◆ **Raw data**:

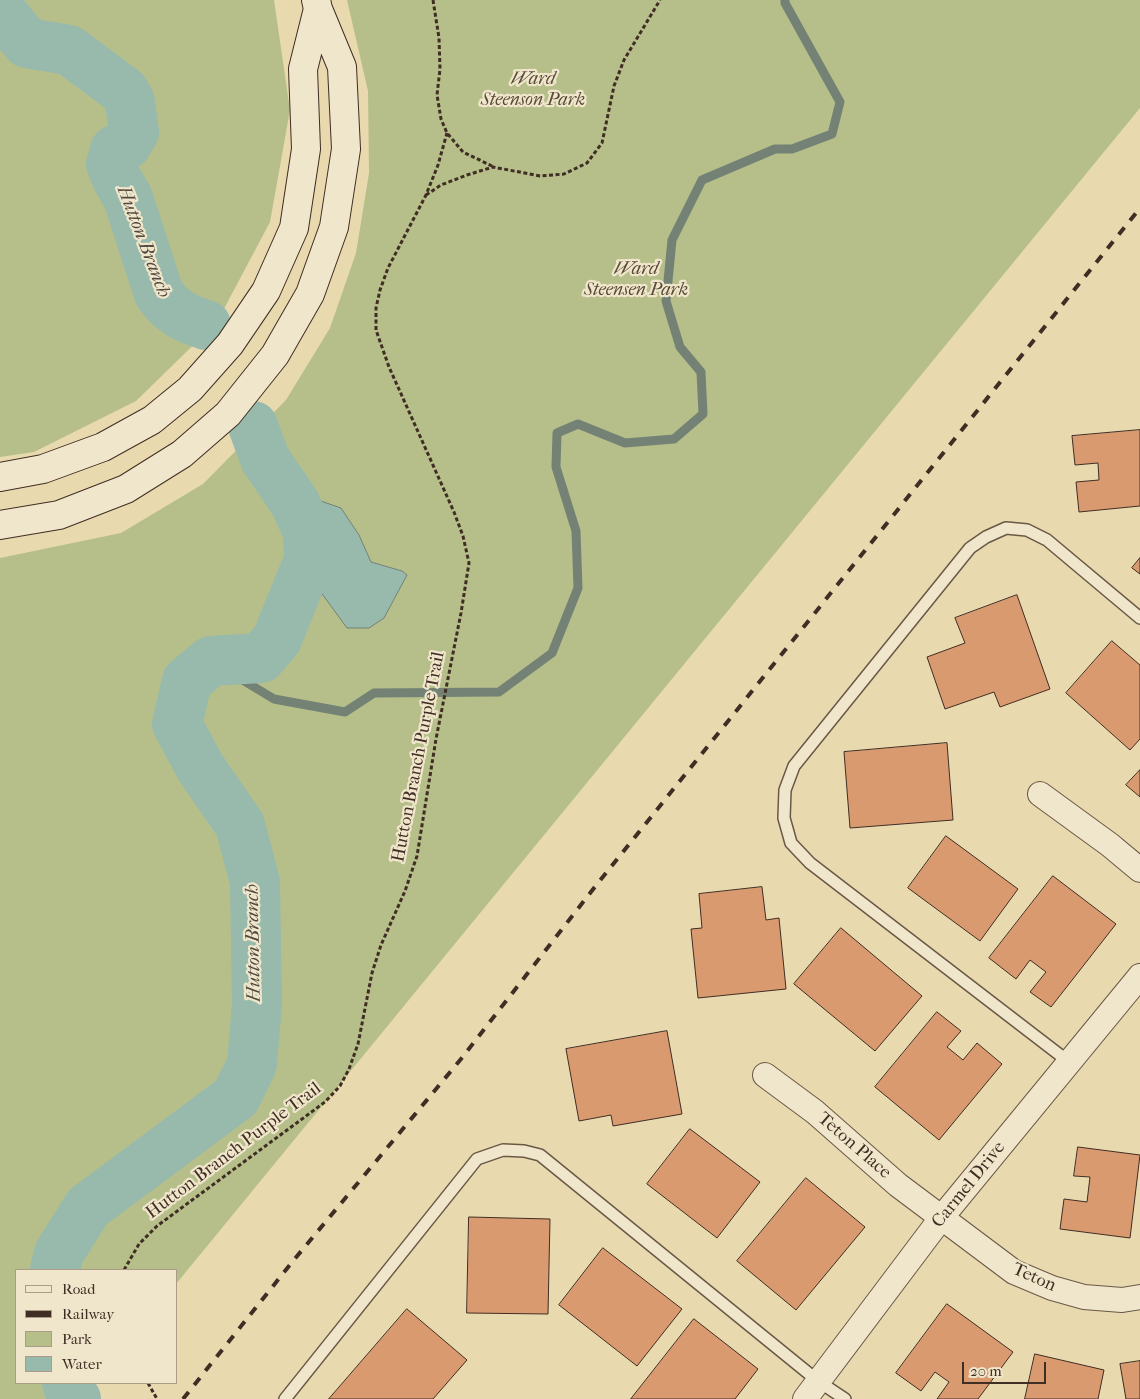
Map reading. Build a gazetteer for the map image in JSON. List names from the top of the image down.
{
  "streets": {
    "street": ["Teton Place", "Carmel Drive", "Teton"],
    "path": ["Hutton Branch Purple Trail"]
  },
  "crossings": [
    ["Teton Place", "Carmel Drive"],
    ["Teton Place", "Teton"],
    ["Carmel Drive", "Teton"]
  ],
  "water": ["Hutton Branch"],
  "parks": ["Ward Steenson Park", "Ward Steensen Park"],
  "legend": [
    "Road",
    "Railway",
    "Park",
    "Water"
  ],
  "scale_bar": "20 m"
}
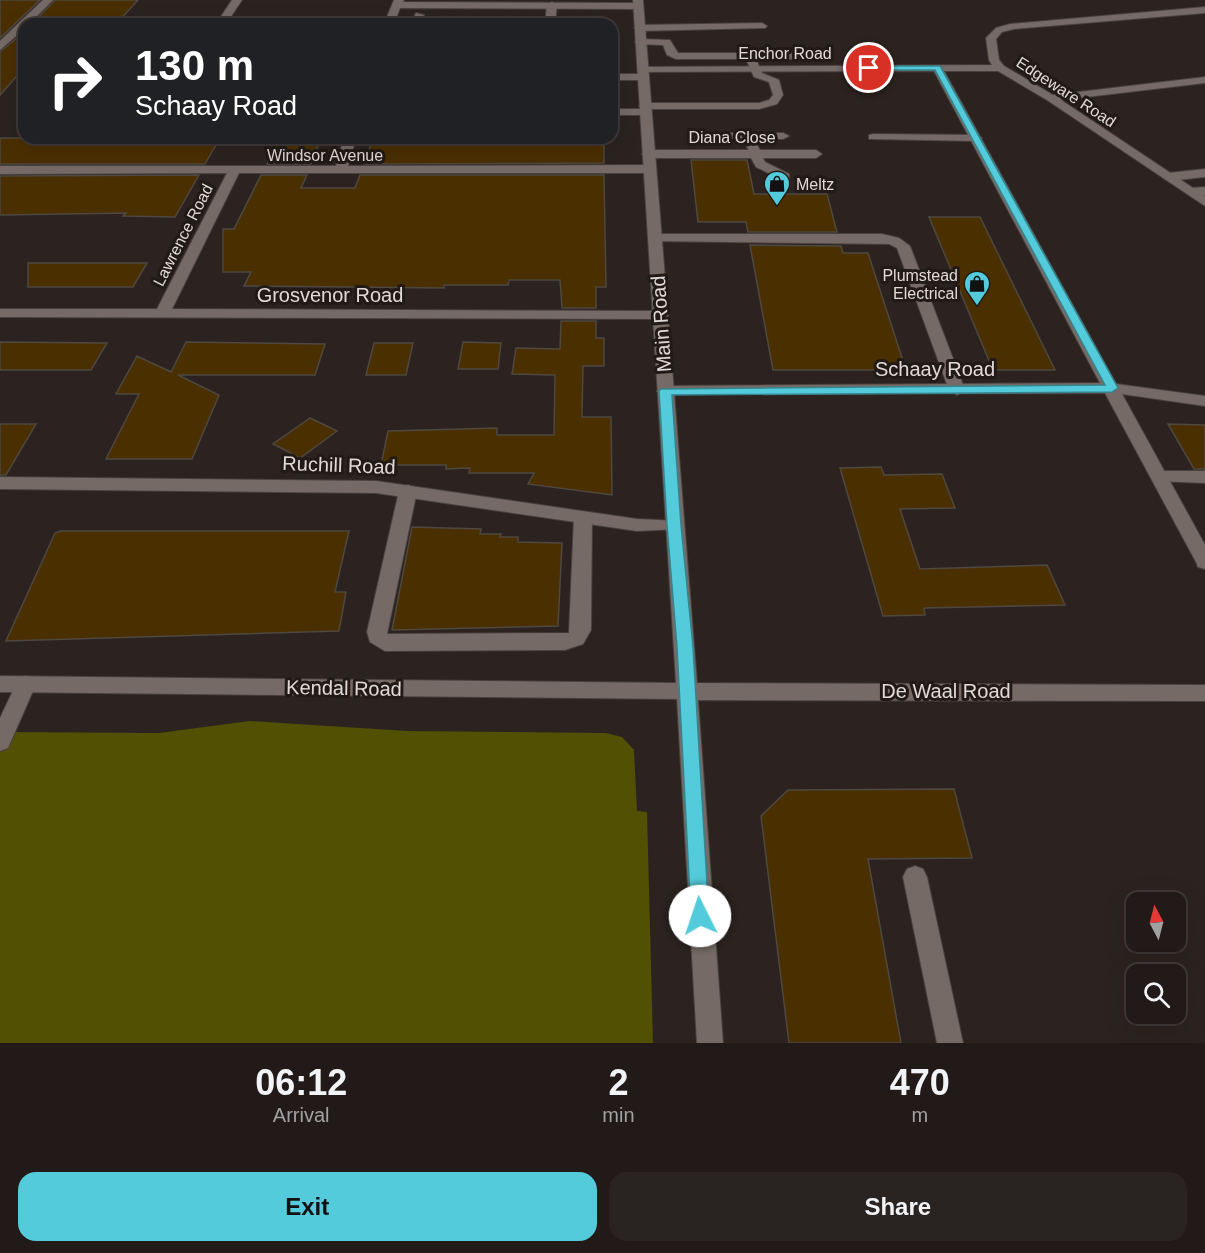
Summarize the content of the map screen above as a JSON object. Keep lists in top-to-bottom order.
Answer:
{
  "streets": {
    "street": [
      "Enchor Road",
      "Edgeware Road",
      "Diana Close",
      "Windsor Avenue",
      "Lawrence Road",
      "Grosvenor Road",
      "Main Road",
      "Schaay Road",
      "Ruchill Road",
      "Kendal Road",
      "De Waal Road"
    ]
  },
  "crossings": [
    ["Enchor Road", "Edgeware Road"],
    ["Enchor Road", "Main Road"],
    ["Diana Close", "Main Road"],
    ["Windsor Avenue", "Lawrence Road"],
    ["Windsor Avenue", "Main Road"],
    ["Lawrence Road", "Grosvenor Road"],
    ["Grosvenor Road", "Main Road"],
    ["Main Road", "Schaay Road"],
    ["Main Road", "Ruchill Road"],
    ["Main Road", "Kendal Road"],
    ["Main Road", "De Waal Road"],
    ["Kendal Road", "De Waal Road"]
  ],
  "places": {
    "shop": ["Meltz", "Plumstead Electrical"]
  },
  "north": "top",
  "page": {
    "turn": ["130 m", "Schaay Road"],
    "eta": [
      "06:12",
      "Arrival",
      "2",
      "min",
      "470",
      "m"
    ],
    "buttons": ["Exit", "Share"]
  }
}
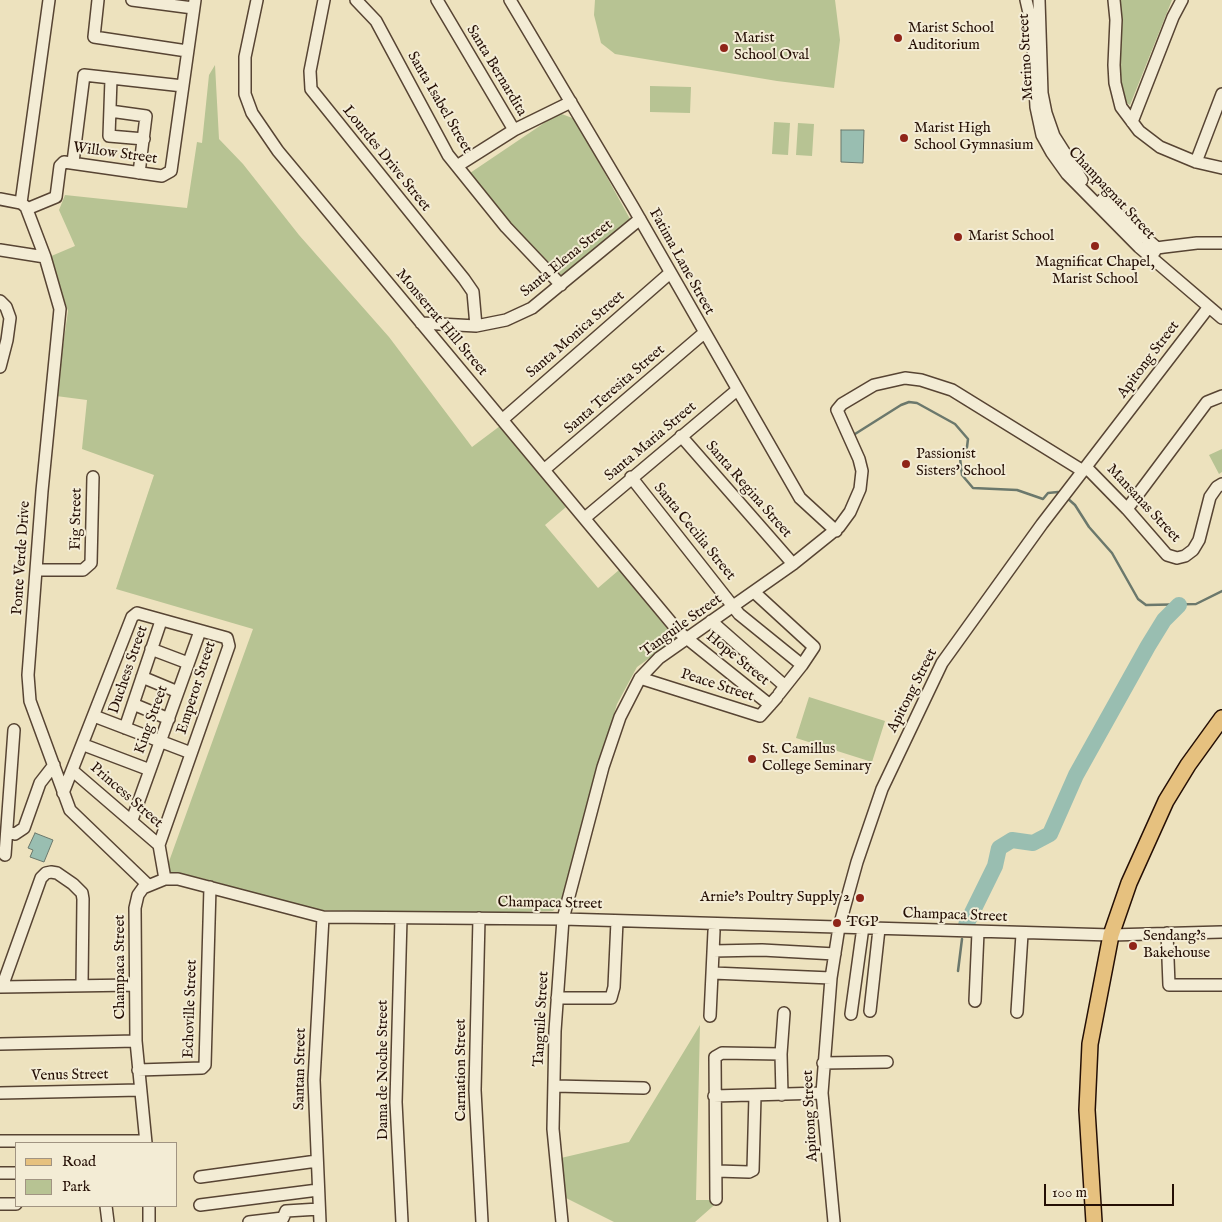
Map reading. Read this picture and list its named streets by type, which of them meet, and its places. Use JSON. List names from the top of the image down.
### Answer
{
  "streets": {
    "street": [
      "Merino Street",
      "Santa Bernardita",
      "Santa Isabel Street",
      "Willow Street",
      "Lourdes Drive Street",
      "Champagnat Street",
      "Santa Elena Street",
      "Fatima Lane Street",
      "Monserrat Hill Street",
      "Santa Monica Street",
      "Apitong Street",
      "Santa Teresita Street",
      "Santa Maria Street",
      "Santa Regina Street",
      "Mansanas Street",
      "Fig Street",
      "Santa Cecilia Street",
      "Ponte Verde Drive",
      "Tanguile Street",
      "Hope Street",
      "Duchess Street",
      "Peace Street",
      "Emperor Street",
      "King Street",
      "Princess Street",
      "Champaca Street",
      "Echoville Street",
      "Santan Street",
      "Dama de Noche Street",
      "Carnation Street",
      "Venus Street"
    ]
  },
  "crossings": [
    ["Merino Street", "Champagnat Street"],
    ["Santa Isabel Street", "Santa Elena Street"],
    ["Willow Street", "Ponte Verde Drive"],
    ["Lourdes Drive Street", "Santa Elena Street"],
    ["Champagnat Street", "Apitong Street"],
    ["Santa Elena Street", "Fatima Lane Street"],
    ["Santa Elena Street", "Monserrat Hill Street"],
    ["Fatima Lane Street", "Santa Monica Street"],
    ["Fatima Lane Street", "Santa Teresita Street"],
    ["Fatima Lane Street", "Santa Maria Street"],
    ["Fatima Lane Street", "Tanguile Street"],
    ["Monserrat Hill Street", "Santa Monica Street"],
    ["Monserrat Hill Street", "Santa Teresita Street"],
    ["Monserrat Hill Street", "Santa Maria Street"],
    ["Monserrat Hill Street", "Tanguile Street"],
    ["Monserrat Hill Street", "Hope Street"],
    ["Apitong Street", "Mansanas Street"],
    ["Apitong Street", "Tanguile Street"],
    ["Apitong Street", "Champaca Street"],
    ["Santa Maria Street", "Santa Regina Street"],
    ["Santa Maria Street", "Santa Cecilia Street"],
    ["Santa Regina Street", "Tanguile Street"],
    ["Mansanas Street", "Tanguile Street"],
    ["Fig Street", "Ponte Verde Drive"],
    ["Santa Cecilia Street", "Tanguile Street"],
    ["Ponte Verde Drive", "Emperor Street"],
    ["Ponte Verde Drive", "Champaca Street"],
    ["Tanguile Street", "Hope Street"],
    ["Tanguile Street", "Peace Street"],
    ["Tanguile Street", "Champaca Street"],
    ["Hope Street", "Peace Street"],
    ["Duchess Street", "Emperor Street"],
    ["Emperor Street", "King Street"],
    ["Emperor Street", "Princess Street"],
    ["Emperor Street", "Champaca Street"],
    ["King Street", "Princess Street"],
    ["Champaca Street", "Echoville Street"],
    ["Champaca Street", "Santan Street"],
    ["Champaca Street", "Dama de Noche Street"],
    ["Champaca Street", "Carnation Street"],
    ["Champaca Street", "Venus Street"]
  ],
  "places": [
    "Marist School Auditorium",
    "Marist School Oval",
    "Marist High School Gymnasium",
    "Marist School",
    "Magnificat Chapel, Marist School",
    "Passionist Sisters' School",
    "St. Camillus College Seminary",
    "Arnie's Poultry Supply 2",
    "TGP",
    "Sendang's Bakehouse"
  ],
  "legend": ["Road", "Park"],
  "scale_bar": "100 m"
}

◆ **Your objective**: From the opening line of the listing above through the line bearing "Summarize the content", repeat each line exactly. Drop every picture.

◆ **Answer to this problem**:
Map reading. Build a gazetteer for the map image in JSON. List names from the top of the image down.
{
  "streets": {
    "street": ["Teton Place", "Carmel Drive", "Teton"],
    "path": ["Hutton Branch Purple Trail"]
  },
  "crossings": [
    ["Teton Place", "Carmel Drive"],
    ["Teton Place", "Teton"],
    ["Carmel Drive", "Teton"]
  ],
  "water": ["Hutton Branch"],
  "parks": ["Ward Steenson Park", "Ward Steensen Park"],
  "legend": [
    "Road",
    "Railway",
    "Park",
    "Water"
  ],
  "scale_bar": "20 m"
}
Summarize the content of the map screen above as a JSON object. Keep lists in top-to-bottom order.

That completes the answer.